> **Problem statement**:
Could you tally the lines in the listing below that include the word "tools"? Respond with the total alone.

> **Data in this exercise**:
☆ ☆ ☆ ☆ ☆ ☆ ☆
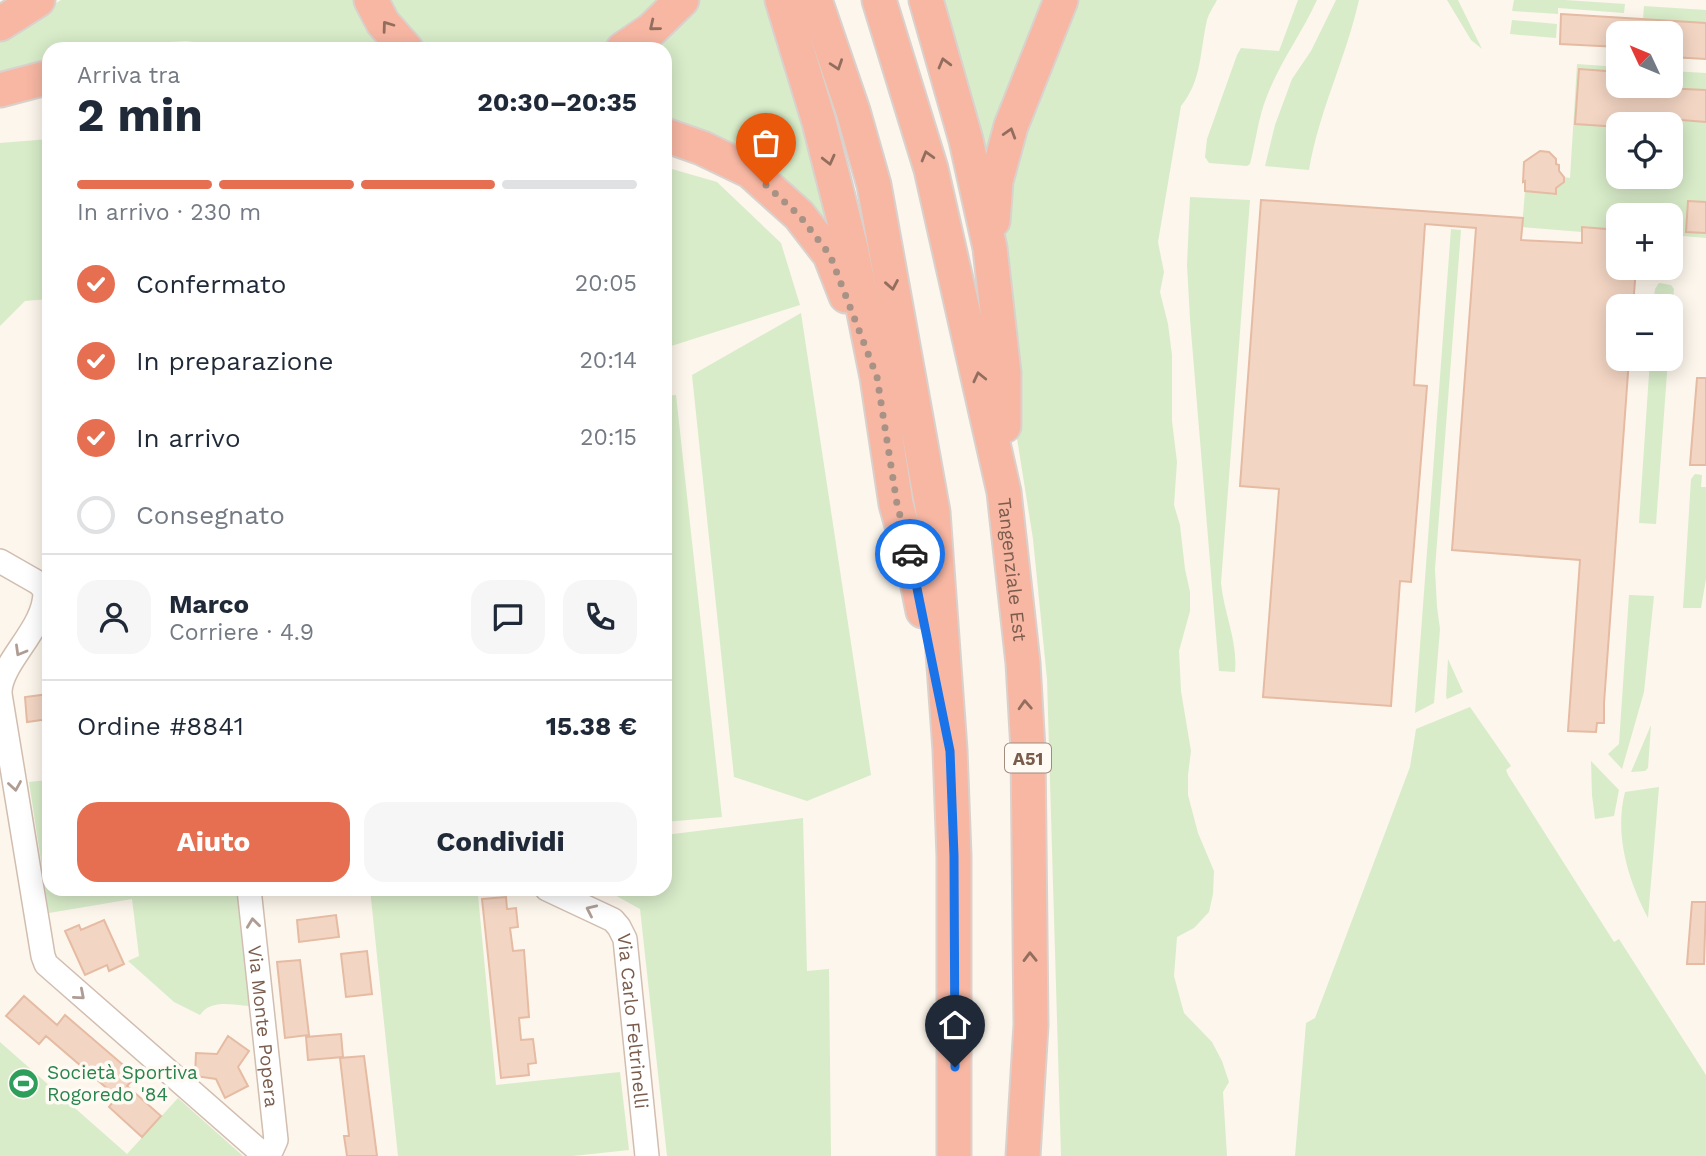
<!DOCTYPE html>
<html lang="it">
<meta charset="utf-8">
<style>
body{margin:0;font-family:"Work Sans",sans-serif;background:#f6f6f7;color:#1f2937;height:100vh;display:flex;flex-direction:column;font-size:26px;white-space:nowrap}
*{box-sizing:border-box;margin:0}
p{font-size:23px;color:#747a83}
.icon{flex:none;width:38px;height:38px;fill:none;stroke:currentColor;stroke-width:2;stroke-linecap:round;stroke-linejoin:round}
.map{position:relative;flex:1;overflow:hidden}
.side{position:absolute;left:42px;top:42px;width:630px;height:854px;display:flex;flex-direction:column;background:#fff;border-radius:21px;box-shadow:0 4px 18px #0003}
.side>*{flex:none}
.needle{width:46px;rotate:314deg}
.tools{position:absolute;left:1606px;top:21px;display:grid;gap:14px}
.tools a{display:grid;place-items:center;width:77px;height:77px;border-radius:14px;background:#fff;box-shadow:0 4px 18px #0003;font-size:35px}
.pin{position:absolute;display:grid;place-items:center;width:60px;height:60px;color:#fff;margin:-72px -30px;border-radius:50% 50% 50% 0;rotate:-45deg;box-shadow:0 0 7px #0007}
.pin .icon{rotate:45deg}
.courier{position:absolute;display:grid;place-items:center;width:70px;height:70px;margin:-35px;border:5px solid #1a73e8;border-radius:50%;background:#fff;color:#222;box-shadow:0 2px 9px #0007}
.overview em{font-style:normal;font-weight:700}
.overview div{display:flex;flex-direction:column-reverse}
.overview{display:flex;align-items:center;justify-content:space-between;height:119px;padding:0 35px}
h1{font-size:46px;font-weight:700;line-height:52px}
.bar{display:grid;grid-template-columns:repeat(4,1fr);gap:10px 7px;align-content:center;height:84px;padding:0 35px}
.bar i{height:9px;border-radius:5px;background:#e0e1e3}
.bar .active{background:#e76f51}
.bar p{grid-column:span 4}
.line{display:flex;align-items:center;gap:18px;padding:0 35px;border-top:2px solid #e0e1e3}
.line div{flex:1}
.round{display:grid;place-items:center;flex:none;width:74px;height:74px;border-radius:21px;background:#f6f6f7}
ol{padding:0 35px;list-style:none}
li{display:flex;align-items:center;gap:21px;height:77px}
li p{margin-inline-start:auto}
li .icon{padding:7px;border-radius:50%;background:#e76f51;color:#fff;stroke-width:4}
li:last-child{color:#747a83}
li i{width:38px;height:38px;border:4px solid #e0e1e3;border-radius:50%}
.cta{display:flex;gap:14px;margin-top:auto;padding:14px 35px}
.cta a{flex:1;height:80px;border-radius:21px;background:#e76f51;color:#fff;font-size:28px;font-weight:700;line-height:80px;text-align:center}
.cta a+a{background:#f6f6f7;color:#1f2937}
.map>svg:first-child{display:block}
</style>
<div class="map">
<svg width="1706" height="1156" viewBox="0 0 1706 1156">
<rect width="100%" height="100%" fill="#fdf6ec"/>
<path fill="#d8ecc9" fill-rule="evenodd" d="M61,0H353L392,49H257L186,41L119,45L107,49H49V67L0,78V37Z
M381,0H669L609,49H420Z
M694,0H770L834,219L828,246L665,126V49H640Z
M931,0H1049L988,165Z
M1078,0H1217C1214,6 1209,13 1207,20C1200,50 1202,81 1181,106L1158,242L1164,272L1160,292L1168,324L1172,355V421L1177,462L1174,505L1180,525L1185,569L1190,592V611L1179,651L1181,691L1191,751L1188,775V795L1198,833L1214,871L1213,894L1209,912L1194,928L1177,937L1174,976L1184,1013L1212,1042L1222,1061L1229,1082L1223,1092L1227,1156H1061L1047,679L1033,539L1016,432L1003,239L1011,160Z
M1298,0H1317C1302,33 1280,62 1267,96C1258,118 1256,141 1250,164L1247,166L1209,163L1205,157L1207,139L1237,55L1241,48L1279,51Z
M1336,0H1359C1346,58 1319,111 1309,170L1265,166L1275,125L1292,79L1311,51Z
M1447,0H1458L1482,49L1471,40Z
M1514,0H1565L1625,4L1624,13L1558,8V14L1512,11Z
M1644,6L1706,10V23L1643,19Z
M1512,20L1557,24L1556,38L1510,34Z
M1577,64L1619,67V86H1671V71L1706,73V238L1671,235V215H1619V230L1582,227V232L1522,227L1525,191L1556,194V188L1564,182V177L1570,178ZM1619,124H1671V177H1619Z
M49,139V299L25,301L0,326V143Z
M665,167L717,182L781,243L800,305L665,348Z
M1190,197L1250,200L1221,583C1224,613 1238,642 1235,672L1219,671L1190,319L1187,265Z
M1451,229L1461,230L1435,569L1437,607L1440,629L1434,703L1415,713Z
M1659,283L1671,285L1674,289L1671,321V306H1653L1655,289Z
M801,313L871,775L807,801L734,777L692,375Z
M1650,359H1668L1656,524L1639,523Z
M676,395L722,817L665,822V396Z
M1695,474L1702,475L1701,487H1706V579L1701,608H1683L1691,479Z
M1629,595L1654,596L1644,692L1622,769L1608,754L1619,744Z
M1448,659L1463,692L1447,699L1446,696Z
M1470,707L1511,766L1506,770L1508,775L1614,942L1619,939L1706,1075V1156H1295L1306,1023L1315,1018L1410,767L1416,729Z
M1651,725L1648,768L1645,771L1631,772Z
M1591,761L1619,790L1614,816L1595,819L1592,795Z
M49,780V889H236L249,1006C232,1005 211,999 200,1015L174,1002L128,961L139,956L132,899L49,913L29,782Z
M1659,787L1648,918C1628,880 1614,834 1625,792Z
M803,818L807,971L829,969L831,1156H667L640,909L604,889H665V835Z
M370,889H480L478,895L496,1085L620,1072L629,1150L573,1156H398Z
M0,1042L127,1154L178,1098L243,1156H0Z"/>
<path fill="#f3d5c3" stroke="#e6bba3" stroke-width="2" d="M1561,14L1706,23V59L1671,57V33H1619V47L1560,44Z
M1579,69L1619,72V86L1706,90V122L1631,116V124H1619V127L1575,124Z
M1540,151L1549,152L1556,159V164L1559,165V171L1564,177V182L1556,188V194L1525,191V181L1523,182L1524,162Z
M1261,200L1523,218L1521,240L1582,243V227L1619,230V268H1636L1633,306H1619V359H1629L1604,703V723H1597L1596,732L1568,731L1580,560L1452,550L1476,228L1425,224L1414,385L1427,386L1411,582L1400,581L1391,706L1263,697L1279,489L1240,486Z
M1688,201L1706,202V233L1686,232Z
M1697,378H1706V465H1690Z
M49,694V719L27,722L25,697Z
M506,897L507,909L516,908L518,927L510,928L513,951L524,950L529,1017L519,1018L521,1040L533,1039L536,1063L528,1064L529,1075L501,1078L482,899Z
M1692,902H1706L1704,964H1687Z
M336,915L339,937L299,942L297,920Z
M104,920L124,964L109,971L107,965L85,975L65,931L79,925L81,930Z
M367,951L372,994L346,997L341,954Z
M300,960L309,1035L285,1038L277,962Z
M24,996L57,1025L65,1015L136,1076L127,1086L161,1116L142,1137L109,1107L117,1097L46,1036L39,1044L6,1016Z
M341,1034L343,1057L308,1060L306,1037Z
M228,1036L249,1051L238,1067L248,1086L225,1098L216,1079L195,1076L196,1053L217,1054Z
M364,1056L377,1156H347L344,1136H349L340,1058Z"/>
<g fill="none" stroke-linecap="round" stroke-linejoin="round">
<defs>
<g id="minor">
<path d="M0,561L49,589"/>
<path d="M0,691C2,660 46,628 45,591L40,584"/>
<path d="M0,694L43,956L46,964L265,1156"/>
<path id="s1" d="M249,889L276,1140L272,1149L262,1153"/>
<path id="s2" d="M547,889L613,920L619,927L625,939L647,1156"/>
</g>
<g id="highway">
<path d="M371,0L383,23L406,49"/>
<path d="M782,0L819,122L851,248L877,377L896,504L916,576L923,611"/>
<path d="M815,0L853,111L874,185L933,512L950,750L954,856V1156"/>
<path id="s3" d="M879,0L931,169L1004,492L1023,663L1028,750L1031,1025L1023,1156"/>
<path d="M926,0L966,140L990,248L1004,373V426"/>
<path d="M0,24L38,0"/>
<path d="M623,49L651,30L682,0"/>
<path d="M0,90L49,77"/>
<path d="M665,135L702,148L750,171L799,215L830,255L846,296"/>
<path d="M993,221L996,181L1011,126L1061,0"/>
</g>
</defs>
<use href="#minor" stroke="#d1beb0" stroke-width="26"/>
<use href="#highway" stroke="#dad1cd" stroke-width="37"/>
<use href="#minor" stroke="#fff" stroke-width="23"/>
<use href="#highway" stroke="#f7b7a3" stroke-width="33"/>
</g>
<defs><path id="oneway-chevron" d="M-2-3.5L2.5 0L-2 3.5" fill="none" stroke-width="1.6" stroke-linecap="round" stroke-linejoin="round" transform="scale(1.75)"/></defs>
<g stroke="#936e5e">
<use href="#oneway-chevron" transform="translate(387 26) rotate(-126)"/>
<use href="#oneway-chevron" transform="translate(654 26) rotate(141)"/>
<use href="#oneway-chevron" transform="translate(944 63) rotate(-105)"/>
<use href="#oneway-chevron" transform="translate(837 65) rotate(71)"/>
<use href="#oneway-chevron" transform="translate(1010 133) rotate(-73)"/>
<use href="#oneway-chevron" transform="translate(927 156) rotate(-106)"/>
<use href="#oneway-chevron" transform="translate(829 160) rotate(76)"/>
<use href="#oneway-chevron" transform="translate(892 285) rotate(80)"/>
<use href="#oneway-chevron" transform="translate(979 377) rotate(-103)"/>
<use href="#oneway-chevron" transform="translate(1025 705) rotate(-93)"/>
<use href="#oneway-chevron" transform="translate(1030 957) rotate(-91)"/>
</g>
<g stroke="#af9d94">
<use href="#oneway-chevron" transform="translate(20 651) rotate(120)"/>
<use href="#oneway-chevron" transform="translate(15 786) rotate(81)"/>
<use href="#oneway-chevron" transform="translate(591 910) rotate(-155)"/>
<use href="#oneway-chevron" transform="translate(253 923) rotate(-97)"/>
<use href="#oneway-chevron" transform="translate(80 995) rotate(41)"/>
</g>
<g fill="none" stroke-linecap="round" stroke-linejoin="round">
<path stroke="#a89285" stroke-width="7" stroke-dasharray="0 12.6" d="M766,185L799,215L830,255L877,377L897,504L910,554"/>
<path stroke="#1a73e8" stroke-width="9" d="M910,554L950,751L954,856L955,1067"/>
</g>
<defs>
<symbol id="stadium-disc" viewBox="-11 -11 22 22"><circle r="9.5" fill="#2e9e5b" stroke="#fffaf3"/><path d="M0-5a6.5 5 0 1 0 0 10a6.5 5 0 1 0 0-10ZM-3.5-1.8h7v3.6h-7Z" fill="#fff"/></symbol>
</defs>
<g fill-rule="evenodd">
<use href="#stadium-disc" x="6" y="1066" width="35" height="35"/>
</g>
<g text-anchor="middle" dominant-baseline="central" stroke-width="7" stroke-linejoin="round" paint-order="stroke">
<rect fill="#fffaf3" stroke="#a28b7f" stroke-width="2" x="1005" y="743.5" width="46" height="29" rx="5"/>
<g font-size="18" font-weight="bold" fill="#7a5c4d">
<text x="1028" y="758">A51</text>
</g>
<g font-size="19" fill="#7a5c4d" stroke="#fffaf3">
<text stroke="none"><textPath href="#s3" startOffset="586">Tangenziale Est</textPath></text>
<text stroke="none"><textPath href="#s2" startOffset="178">Via Carlo Feltrinelli</textPath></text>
<text stroke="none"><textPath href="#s1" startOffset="138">Via Monte Popera</textPath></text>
</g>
<g font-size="19" fill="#27864d" stroke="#fffaf3" text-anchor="start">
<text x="47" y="1072">Società Sportiva<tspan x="47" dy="22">Rogoredo '84</tspan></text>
</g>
</g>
</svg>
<div class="tools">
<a><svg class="needle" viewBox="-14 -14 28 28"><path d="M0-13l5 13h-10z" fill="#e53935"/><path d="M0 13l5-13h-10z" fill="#747a83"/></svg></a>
<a><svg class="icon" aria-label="locate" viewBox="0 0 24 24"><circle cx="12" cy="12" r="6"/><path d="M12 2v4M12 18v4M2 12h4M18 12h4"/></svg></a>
<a>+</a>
<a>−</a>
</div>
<div class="pin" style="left:766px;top:185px;background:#ea580c"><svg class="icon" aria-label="bag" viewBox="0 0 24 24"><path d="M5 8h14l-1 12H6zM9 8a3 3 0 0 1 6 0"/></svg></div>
<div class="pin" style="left:955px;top:1067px;background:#1f2937"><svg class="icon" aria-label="home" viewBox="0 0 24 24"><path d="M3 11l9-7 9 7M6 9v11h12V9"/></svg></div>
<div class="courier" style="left:910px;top:554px"><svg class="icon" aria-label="car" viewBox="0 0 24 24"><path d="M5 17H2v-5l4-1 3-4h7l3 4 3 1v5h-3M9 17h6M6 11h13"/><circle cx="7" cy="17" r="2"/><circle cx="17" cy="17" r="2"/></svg></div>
<section class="side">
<div class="overview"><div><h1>2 min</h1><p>Arriva tra</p></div><em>20:30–20:35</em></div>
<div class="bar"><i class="active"></i><i class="active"></i><i class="active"></i><i></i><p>In arrivo · 230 m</p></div>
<ol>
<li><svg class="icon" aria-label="check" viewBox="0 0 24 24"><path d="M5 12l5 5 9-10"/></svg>Confermato<p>20:05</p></li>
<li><svg class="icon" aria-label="check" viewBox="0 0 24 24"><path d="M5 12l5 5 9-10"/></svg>In preparazione<p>20:14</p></li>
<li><svg class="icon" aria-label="check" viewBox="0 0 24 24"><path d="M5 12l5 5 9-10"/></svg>In arrivo<p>20:15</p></li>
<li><i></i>Consegnato</li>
</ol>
<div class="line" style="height:126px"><a class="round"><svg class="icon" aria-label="person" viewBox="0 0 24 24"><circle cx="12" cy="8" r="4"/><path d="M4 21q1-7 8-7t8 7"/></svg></a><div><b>Marco</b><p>Corriere · 4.9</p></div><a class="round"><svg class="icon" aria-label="chat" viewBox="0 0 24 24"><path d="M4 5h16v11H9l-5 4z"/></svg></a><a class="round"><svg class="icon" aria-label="phone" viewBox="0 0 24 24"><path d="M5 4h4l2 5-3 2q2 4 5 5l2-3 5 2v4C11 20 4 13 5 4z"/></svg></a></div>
<div class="line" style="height:91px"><div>Ordine #8841</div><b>15.38 €</b></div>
<div class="cta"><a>Aiuto</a><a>Condividi</a></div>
</section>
</div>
☆ ☆ ☆ ☆ ☆ ☆ ☆
> **Your response**:
3